A wave of déjà vu must have washed over Middle East telecoms operators when they tackled a second bout of internet outages caused by damaged undersea cables in 12 months.
A year ago, fibre-optic lines connecting the region to Europe were damaged, plunging internet services for companies and individuals into chaos.
Then, last month, the same cables were severed again, a problem that was resolved over two weeks with the restoration of full service by the first week of January.
Telecoms firms have been left with the pressing question of how to backup susceptible cables that carry business-critical bandwidth to scores of commercial users, as well as countless private browsers.
Satellite companies, it seems, have one answer.

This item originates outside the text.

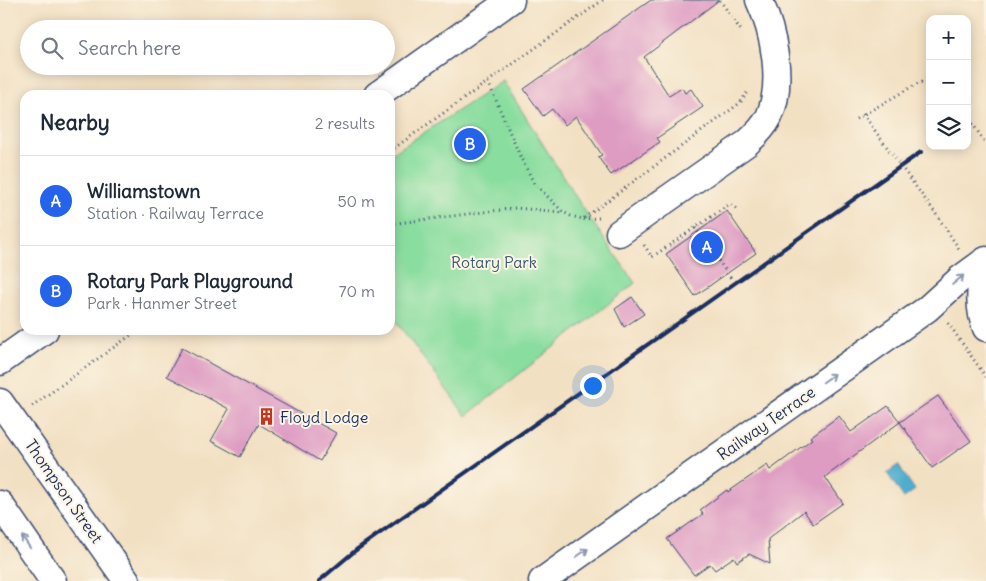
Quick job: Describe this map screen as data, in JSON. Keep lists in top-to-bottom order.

Robert Bednarek, President and CEO of SES New Skies, a firm that leases satellite capacity around the world, said the latest cable problems should remind Middle East internet providers of the limitations of fibre-optics.
There needs to be a concerted effort to invest to allow satellite technology to kick in when internet lines go down, he said.
However, even satellite internet access is not flawless – it can be affected by many factors, not least bad weather.
Also the high cost, which varies widely between providers, can make satellite access prohibitive as a primary option.
But Bednarek said the key was for corporates to build a network unreliant on single fibres and single routes. "Satellites can be used to provide diverse routing in the case of a cable cut or to restore something. The problem with satellite capabilities in the Middle East is that it's very hard to come by while there has been rapid growth in satellite-based networking, especially in the banking, oil and gas, and construction sectors," said Bednarek.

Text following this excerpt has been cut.